WHAT YOU WILL DO:
Lift out all lines below that contain "absolute".

Stored data:
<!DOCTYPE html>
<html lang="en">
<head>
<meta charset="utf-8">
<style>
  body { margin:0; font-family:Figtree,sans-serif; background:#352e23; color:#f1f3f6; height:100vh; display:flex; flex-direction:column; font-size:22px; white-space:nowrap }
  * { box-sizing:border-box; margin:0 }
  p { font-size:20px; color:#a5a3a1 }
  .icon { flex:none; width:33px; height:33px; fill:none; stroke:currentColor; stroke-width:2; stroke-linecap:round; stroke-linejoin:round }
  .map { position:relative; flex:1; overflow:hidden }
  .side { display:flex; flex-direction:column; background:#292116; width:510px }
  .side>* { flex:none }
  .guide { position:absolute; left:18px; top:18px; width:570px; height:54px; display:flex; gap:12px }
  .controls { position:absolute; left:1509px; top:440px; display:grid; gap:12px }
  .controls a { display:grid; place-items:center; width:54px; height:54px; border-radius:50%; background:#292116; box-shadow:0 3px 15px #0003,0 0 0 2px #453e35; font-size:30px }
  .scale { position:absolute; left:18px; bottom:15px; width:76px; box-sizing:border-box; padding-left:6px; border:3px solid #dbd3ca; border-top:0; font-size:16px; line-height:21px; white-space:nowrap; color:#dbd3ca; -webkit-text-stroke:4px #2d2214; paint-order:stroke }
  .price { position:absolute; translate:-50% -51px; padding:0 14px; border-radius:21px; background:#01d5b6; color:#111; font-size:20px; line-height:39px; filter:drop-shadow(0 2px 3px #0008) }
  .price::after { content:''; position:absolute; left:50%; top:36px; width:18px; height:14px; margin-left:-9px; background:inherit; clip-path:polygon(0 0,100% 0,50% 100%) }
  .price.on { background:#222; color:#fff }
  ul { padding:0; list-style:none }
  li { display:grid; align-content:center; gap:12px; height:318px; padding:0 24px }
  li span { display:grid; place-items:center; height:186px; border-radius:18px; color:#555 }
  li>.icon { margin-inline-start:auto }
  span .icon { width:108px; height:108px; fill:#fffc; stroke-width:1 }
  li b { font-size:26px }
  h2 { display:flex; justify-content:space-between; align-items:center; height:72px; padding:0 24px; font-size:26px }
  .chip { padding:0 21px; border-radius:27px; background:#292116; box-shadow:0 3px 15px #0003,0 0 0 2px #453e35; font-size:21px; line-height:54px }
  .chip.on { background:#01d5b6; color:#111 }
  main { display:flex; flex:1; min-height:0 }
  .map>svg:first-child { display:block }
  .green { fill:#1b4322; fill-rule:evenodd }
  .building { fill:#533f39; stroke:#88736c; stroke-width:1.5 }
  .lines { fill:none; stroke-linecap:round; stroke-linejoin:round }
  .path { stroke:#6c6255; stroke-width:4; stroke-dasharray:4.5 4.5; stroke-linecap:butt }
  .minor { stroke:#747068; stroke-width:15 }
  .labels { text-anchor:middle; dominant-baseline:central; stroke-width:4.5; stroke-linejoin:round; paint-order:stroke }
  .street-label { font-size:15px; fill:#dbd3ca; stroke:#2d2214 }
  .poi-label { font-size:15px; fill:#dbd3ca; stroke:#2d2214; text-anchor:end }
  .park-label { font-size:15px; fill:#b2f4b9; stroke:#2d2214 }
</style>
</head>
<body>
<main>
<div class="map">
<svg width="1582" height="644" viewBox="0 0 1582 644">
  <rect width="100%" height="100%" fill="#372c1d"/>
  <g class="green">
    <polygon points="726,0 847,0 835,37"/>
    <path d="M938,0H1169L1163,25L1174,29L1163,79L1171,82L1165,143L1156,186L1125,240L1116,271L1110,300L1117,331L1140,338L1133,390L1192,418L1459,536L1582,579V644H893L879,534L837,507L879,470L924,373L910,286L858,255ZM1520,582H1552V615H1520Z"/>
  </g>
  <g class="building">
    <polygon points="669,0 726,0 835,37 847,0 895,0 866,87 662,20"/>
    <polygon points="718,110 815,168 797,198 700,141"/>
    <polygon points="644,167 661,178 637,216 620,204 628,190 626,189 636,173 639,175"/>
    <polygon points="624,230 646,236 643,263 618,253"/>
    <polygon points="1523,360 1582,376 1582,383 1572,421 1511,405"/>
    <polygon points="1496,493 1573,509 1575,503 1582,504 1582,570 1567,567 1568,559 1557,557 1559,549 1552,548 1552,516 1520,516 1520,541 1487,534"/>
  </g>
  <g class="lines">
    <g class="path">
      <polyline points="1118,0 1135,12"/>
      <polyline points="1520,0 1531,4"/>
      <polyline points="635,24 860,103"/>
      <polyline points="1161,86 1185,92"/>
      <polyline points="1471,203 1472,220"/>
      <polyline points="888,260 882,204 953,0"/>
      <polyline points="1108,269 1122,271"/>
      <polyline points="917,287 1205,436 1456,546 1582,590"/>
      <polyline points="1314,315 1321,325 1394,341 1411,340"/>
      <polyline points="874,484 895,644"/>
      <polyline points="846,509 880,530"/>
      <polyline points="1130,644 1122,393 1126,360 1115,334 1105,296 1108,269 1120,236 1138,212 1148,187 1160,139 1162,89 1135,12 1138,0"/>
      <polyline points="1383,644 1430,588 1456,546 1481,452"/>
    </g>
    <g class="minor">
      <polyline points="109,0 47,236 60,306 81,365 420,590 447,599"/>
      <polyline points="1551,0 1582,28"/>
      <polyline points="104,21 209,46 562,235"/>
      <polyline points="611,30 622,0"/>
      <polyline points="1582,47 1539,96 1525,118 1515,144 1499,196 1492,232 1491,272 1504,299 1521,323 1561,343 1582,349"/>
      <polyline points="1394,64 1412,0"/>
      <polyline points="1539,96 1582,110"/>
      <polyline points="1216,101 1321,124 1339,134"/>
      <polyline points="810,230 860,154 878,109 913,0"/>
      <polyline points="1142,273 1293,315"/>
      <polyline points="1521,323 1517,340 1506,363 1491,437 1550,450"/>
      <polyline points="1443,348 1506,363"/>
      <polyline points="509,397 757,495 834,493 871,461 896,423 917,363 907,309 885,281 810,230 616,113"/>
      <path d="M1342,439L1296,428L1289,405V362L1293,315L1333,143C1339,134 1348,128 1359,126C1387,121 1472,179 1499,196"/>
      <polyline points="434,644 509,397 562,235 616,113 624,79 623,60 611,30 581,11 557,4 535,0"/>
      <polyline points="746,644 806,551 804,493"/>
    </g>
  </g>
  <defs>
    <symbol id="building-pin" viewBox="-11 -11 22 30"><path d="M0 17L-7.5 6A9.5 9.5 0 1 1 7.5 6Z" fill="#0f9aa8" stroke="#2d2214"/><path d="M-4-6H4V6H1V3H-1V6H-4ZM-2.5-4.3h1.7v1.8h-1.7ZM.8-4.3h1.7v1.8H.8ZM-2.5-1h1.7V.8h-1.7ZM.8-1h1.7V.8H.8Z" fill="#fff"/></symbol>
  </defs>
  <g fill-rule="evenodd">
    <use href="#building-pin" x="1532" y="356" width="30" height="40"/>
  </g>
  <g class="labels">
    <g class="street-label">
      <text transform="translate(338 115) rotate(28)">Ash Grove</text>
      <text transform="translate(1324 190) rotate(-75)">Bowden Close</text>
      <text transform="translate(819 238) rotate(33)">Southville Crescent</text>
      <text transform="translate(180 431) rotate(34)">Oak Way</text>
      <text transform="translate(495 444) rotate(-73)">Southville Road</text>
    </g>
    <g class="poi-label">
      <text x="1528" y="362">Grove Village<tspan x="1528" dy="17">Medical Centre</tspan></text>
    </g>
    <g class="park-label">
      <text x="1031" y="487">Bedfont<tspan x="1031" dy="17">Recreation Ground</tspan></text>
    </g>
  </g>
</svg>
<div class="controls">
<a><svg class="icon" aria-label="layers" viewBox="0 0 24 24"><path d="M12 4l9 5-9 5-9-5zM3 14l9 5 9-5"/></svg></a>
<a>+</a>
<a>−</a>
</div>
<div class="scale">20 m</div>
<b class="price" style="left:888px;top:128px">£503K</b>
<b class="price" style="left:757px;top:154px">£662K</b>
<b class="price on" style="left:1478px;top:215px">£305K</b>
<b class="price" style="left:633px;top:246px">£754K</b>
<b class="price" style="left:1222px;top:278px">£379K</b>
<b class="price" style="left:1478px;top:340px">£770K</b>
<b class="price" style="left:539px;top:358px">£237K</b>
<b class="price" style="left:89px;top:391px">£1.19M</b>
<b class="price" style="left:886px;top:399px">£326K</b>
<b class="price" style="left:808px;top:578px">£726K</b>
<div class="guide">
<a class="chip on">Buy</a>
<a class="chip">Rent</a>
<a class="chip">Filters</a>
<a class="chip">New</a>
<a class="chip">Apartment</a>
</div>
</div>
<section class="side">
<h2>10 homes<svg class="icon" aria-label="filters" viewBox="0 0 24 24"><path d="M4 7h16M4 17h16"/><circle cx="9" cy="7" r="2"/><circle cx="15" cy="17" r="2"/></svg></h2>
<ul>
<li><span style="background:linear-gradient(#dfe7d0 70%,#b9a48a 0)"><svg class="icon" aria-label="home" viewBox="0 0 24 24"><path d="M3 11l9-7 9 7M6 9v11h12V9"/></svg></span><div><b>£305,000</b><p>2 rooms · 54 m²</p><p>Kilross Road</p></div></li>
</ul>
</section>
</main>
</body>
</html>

YOUR RESPONSE:
  .guide { position:absolute; left:18px; top:18px; width:570px; height:54px; display:flex; gap:12px }
  .controls { position:absolute; left:1509px; top:440px; display:grid; gap:12px }
  .scale { position:absolute; left:18px; bottom:15px; width:76px; box-sizing:border-box; padding-left:6px; border:3px solid #dbd3ca; border-top:0; font-size:16px; line-height:21px; white-space:nowrap; color:#dbd3ca; -webkit-text-stroke:4px #2d2214; paint-order:stroke }
  .price { position:absolute; translate:-50% -51px; padding:0 14px; border-radius:21px; background:#01d5b6; color:#111; font-size:20px; line-height:39px; filter:drop-shadow(0 2px 3px #0008) }
  .price::after { content:''; position:absolute; left:50%; top:36px; width:18px; height:14px; margin-left:-9px; background:inherit; clip-path:polygon(0 0,100% 0,50% 100%) }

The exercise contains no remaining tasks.